§ DICTIONARY · PHENOMENON

Optical dispersion

The wavelength-dependence of refractive index, n(λ). Causes prism splitting of white light into its colours and chromatic aberration in lenses. Quantified by the Abbe number or the Sellmeier dispersion equation.

§ 01

Definition

Optical dispersion is the wavelength-dependence of the refractive index, n(λ). Because Snell's law sin θ_refracted = (n₁/n₂) sin θ_incident has n in it, different wavelengths refract at slightly different angles at any interface — the effect that splits white light into a rainbow when it passes through a glass prism. Newton's 1666 prism experiment established the effect as fundamental; nineteenth-century spectroscopy turned it into quantitative wavelength measurement.

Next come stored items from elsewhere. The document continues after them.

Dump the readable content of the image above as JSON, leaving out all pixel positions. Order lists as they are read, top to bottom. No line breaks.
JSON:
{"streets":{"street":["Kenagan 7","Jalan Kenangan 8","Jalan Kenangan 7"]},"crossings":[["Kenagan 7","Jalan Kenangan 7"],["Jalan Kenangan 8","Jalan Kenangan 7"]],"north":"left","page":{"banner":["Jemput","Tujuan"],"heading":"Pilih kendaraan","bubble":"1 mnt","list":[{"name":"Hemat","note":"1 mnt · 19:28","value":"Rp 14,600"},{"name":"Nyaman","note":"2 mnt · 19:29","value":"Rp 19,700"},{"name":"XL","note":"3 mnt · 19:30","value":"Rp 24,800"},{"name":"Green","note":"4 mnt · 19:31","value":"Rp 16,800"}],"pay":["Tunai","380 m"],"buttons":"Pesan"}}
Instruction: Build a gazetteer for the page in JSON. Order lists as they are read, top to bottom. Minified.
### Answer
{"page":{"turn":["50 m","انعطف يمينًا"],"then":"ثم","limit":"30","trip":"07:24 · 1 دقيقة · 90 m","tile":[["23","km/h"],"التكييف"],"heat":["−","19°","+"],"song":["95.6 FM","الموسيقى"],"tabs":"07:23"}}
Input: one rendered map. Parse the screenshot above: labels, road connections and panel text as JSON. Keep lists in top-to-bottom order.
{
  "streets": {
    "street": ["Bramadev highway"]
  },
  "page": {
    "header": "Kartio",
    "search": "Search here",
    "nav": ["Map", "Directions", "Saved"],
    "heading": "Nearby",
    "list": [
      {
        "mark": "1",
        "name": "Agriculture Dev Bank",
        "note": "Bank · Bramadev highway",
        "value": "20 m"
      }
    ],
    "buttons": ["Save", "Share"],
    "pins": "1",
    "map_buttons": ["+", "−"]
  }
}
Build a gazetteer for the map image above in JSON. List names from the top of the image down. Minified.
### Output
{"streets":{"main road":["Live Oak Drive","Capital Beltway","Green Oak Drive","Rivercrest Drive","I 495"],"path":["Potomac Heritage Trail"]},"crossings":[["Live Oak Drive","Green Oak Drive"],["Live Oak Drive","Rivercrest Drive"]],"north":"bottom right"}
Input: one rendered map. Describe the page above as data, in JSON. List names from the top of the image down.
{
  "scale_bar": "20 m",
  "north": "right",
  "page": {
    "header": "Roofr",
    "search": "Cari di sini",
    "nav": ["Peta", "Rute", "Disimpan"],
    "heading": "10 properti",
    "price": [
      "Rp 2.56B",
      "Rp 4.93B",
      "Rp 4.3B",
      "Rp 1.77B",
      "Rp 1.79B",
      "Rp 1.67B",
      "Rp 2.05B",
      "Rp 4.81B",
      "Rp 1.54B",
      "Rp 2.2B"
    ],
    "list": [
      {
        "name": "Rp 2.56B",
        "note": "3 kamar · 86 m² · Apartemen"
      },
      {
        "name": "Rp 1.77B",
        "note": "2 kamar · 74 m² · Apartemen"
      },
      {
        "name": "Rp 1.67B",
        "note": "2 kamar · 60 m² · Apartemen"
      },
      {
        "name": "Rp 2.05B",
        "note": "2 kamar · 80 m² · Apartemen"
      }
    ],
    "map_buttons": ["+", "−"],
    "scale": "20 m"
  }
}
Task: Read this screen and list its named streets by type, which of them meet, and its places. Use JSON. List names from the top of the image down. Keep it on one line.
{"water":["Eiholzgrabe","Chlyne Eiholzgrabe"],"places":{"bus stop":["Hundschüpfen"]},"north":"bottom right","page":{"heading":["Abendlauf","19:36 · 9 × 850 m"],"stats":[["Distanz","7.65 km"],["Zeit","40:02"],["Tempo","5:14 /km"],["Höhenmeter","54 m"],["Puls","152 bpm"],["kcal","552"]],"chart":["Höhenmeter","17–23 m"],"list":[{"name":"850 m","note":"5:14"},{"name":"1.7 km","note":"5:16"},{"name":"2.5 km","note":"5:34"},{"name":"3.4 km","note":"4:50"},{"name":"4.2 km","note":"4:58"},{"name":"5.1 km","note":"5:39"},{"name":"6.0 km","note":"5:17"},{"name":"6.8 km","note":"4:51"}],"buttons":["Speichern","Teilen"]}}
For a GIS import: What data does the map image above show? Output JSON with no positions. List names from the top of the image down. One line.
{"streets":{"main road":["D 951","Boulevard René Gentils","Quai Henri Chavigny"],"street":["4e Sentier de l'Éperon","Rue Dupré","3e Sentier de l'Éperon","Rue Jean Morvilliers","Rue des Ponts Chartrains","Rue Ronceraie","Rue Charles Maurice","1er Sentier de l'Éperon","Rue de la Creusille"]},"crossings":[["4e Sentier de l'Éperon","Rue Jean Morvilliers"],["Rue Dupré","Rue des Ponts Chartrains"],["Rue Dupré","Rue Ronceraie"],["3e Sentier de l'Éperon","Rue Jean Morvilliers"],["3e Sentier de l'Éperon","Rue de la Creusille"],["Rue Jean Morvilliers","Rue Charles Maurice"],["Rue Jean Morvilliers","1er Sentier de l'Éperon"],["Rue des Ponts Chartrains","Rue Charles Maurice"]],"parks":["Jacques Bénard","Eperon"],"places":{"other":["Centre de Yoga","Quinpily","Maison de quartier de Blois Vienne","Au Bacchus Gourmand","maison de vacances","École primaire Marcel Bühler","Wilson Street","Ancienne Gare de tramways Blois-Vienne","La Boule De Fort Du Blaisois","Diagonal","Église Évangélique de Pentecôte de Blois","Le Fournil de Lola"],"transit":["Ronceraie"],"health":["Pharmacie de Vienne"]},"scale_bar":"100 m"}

In most optical glasses across the visible range, n decreases monotonically with wavelength — red refracts less than blue, the phenomenon called normal dispersion. The Sellmeier equation n²(λ) = 1 + Σᵢ B_i λ² / (λ² − C_i) gives an excellent fit across transparency windows, with the C_i parameters tied to absorption resonances in the UV and IR. Near those resonances, n(λ) behaves non-monotonically — anomalous dispersion, with dn/dλ > 0 (blue refracts less than red), first observed in strongly absorbing dyes in the 1860s. In imaging systems, dispersion produces chromatic aberration: a simple converging lens has different focal lengths for different colours, producing coloured fringes around high-contrast edges. Achromatic doublets, invented in the 1730s, combine a crown-glass converging lens with a flint-glass diverging lens of different dispersion to cancel the chromatic spread at two specified wavelengths.